*** The records Section Begins ***
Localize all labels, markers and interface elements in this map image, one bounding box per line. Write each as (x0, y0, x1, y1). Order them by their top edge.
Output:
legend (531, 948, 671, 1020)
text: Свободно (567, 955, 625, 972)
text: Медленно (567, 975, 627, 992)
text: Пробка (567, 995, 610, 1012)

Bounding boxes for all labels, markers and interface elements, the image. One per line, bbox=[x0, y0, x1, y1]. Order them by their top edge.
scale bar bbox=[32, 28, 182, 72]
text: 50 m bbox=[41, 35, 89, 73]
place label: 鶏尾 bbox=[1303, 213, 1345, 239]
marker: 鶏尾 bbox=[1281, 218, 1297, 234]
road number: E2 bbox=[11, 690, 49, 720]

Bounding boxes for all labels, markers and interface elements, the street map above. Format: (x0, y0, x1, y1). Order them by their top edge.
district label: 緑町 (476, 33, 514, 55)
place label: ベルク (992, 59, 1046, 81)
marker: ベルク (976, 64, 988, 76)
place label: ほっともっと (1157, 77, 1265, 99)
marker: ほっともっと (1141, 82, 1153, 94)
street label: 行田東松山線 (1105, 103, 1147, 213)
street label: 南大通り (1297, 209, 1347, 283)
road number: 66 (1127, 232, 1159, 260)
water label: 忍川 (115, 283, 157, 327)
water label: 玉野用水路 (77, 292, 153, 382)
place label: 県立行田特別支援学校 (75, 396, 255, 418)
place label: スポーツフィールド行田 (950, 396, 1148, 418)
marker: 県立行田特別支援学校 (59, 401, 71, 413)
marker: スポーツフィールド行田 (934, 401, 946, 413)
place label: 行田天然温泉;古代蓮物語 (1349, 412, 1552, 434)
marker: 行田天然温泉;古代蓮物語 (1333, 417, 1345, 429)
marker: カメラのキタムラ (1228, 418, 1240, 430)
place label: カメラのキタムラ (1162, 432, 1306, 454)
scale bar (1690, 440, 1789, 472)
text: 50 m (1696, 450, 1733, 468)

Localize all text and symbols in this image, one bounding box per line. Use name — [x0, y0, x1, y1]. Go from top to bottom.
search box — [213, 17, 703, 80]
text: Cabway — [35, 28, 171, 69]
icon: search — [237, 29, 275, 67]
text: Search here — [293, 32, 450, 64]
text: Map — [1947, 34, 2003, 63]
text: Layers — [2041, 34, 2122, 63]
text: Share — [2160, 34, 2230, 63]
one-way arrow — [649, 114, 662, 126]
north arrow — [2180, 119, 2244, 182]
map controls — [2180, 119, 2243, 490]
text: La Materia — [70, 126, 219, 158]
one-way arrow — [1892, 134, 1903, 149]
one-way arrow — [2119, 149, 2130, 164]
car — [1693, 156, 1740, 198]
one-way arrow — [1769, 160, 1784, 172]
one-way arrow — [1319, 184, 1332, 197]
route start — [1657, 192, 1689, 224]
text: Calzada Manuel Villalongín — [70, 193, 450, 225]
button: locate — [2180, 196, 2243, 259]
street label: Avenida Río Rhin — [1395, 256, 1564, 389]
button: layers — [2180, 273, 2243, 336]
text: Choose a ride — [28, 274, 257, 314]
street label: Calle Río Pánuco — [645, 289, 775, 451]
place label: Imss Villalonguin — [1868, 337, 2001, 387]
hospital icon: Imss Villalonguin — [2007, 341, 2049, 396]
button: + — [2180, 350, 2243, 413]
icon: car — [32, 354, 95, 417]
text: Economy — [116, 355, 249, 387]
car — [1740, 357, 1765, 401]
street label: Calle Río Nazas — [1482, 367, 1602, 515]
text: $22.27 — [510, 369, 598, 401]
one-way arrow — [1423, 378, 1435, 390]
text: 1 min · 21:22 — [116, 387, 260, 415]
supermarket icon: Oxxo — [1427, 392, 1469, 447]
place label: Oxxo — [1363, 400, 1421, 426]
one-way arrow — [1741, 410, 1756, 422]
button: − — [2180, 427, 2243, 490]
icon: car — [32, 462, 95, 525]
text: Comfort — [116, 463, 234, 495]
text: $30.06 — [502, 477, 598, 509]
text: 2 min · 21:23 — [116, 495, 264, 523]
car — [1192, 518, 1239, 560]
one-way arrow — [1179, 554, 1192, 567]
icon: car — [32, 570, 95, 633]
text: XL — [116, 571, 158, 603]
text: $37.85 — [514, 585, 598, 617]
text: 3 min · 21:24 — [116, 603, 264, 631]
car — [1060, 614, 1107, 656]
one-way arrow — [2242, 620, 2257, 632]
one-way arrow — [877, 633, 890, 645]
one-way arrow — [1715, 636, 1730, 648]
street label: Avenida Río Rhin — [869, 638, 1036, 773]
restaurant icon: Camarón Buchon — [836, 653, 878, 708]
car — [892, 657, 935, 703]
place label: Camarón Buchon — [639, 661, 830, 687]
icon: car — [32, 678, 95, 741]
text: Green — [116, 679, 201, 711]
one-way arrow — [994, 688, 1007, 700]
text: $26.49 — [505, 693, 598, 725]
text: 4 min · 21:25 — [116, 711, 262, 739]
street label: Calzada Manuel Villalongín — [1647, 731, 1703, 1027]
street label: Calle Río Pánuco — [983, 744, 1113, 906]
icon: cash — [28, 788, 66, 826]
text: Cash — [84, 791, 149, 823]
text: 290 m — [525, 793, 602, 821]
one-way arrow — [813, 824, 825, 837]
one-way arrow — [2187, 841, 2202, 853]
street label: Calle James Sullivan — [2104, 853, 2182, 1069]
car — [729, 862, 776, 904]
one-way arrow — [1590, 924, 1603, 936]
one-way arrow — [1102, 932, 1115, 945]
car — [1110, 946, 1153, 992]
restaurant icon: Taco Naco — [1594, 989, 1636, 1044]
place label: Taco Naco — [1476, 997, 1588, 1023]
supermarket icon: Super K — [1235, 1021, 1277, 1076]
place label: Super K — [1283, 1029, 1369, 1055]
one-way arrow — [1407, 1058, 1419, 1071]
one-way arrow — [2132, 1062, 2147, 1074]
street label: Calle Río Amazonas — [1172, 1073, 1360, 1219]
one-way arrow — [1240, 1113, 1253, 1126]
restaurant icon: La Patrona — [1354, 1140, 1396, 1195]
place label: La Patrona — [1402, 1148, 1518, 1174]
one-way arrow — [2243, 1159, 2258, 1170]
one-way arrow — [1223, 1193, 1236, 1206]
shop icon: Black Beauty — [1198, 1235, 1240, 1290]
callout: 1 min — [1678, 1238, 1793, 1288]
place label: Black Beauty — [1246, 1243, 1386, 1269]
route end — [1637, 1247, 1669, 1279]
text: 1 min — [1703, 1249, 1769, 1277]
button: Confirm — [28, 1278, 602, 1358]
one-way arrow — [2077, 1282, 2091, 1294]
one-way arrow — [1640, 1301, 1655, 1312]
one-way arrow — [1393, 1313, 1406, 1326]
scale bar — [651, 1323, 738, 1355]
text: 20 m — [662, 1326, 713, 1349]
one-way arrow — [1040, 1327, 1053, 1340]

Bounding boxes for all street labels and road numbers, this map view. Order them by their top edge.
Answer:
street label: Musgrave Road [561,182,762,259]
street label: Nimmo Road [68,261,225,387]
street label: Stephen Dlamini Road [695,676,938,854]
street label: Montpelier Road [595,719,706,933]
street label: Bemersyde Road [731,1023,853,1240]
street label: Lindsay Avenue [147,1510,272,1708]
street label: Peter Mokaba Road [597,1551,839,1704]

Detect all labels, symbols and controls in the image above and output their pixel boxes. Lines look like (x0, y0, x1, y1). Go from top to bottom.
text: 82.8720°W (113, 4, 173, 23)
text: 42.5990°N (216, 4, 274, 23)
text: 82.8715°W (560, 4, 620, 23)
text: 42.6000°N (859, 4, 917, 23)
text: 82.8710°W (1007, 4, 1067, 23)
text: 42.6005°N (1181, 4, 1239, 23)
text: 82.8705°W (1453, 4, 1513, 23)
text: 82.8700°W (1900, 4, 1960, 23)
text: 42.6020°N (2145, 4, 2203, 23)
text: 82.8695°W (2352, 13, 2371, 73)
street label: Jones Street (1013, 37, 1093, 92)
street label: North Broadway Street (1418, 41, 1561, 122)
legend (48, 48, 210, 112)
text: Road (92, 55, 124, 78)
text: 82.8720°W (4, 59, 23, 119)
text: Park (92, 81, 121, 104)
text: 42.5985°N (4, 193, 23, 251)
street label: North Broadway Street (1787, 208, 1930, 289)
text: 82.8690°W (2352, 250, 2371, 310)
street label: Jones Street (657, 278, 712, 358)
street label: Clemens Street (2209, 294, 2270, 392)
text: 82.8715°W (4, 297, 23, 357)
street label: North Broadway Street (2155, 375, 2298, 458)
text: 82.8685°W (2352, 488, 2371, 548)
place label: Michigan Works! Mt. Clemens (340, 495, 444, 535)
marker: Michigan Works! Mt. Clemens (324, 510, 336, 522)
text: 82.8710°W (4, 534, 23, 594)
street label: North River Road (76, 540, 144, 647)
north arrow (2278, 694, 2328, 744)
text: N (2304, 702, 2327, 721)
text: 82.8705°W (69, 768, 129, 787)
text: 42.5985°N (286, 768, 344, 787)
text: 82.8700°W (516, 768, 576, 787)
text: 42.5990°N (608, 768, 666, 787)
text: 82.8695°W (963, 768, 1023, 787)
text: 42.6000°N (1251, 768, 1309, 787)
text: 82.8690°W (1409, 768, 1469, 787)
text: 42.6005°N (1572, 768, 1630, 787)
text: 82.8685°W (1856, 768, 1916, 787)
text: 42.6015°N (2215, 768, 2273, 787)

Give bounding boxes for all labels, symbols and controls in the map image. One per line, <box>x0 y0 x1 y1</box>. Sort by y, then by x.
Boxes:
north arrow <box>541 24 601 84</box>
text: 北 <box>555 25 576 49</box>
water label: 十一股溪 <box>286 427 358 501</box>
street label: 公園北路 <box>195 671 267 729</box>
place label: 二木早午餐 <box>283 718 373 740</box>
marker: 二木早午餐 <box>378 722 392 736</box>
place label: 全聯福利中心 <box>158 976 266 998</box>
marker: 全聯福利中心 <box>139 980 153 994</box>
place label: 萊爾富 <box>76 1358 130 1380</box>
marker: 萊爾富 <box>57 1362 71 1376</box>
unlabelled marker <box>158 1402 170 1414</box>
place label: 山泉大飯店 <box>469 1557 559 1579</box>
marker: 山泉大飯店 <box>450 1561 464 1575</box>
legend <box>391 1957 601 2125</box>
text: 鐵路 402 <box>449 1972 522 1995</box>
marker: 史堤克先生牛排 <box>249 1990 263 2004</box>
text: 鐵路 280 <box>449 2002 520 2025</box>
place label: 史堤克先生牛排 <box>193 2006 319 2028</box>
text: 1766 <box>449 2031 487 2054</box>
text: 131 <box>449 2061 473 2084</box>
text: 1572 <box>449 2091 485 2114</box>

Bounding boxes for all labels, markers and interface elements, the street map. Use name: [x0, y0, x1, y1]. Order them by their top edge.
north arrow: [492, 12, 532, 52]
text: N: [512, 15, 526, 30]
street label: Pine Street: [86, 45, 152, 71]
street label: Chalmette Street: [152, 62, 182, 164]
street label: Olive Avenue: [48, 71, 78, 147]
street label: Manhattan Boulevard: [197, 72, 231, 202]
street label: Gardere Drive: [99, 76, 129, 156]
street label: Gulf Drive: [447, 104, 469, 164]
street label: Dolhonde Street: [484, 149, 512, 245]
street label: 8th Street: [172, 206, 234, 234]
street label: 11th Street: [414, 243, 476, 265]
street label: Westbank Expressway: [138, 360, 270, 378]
*** The records Section Ends ***
§ **What you are asked to do**:
From the records above, copy every line that holds the word "カメラのキタムラ".

§ **Output of the task**:
marker: カメラのキタムラ (1228, 418, 1240, 430)
place label: カメラのキタムラ (1162, 432, 1306, 454)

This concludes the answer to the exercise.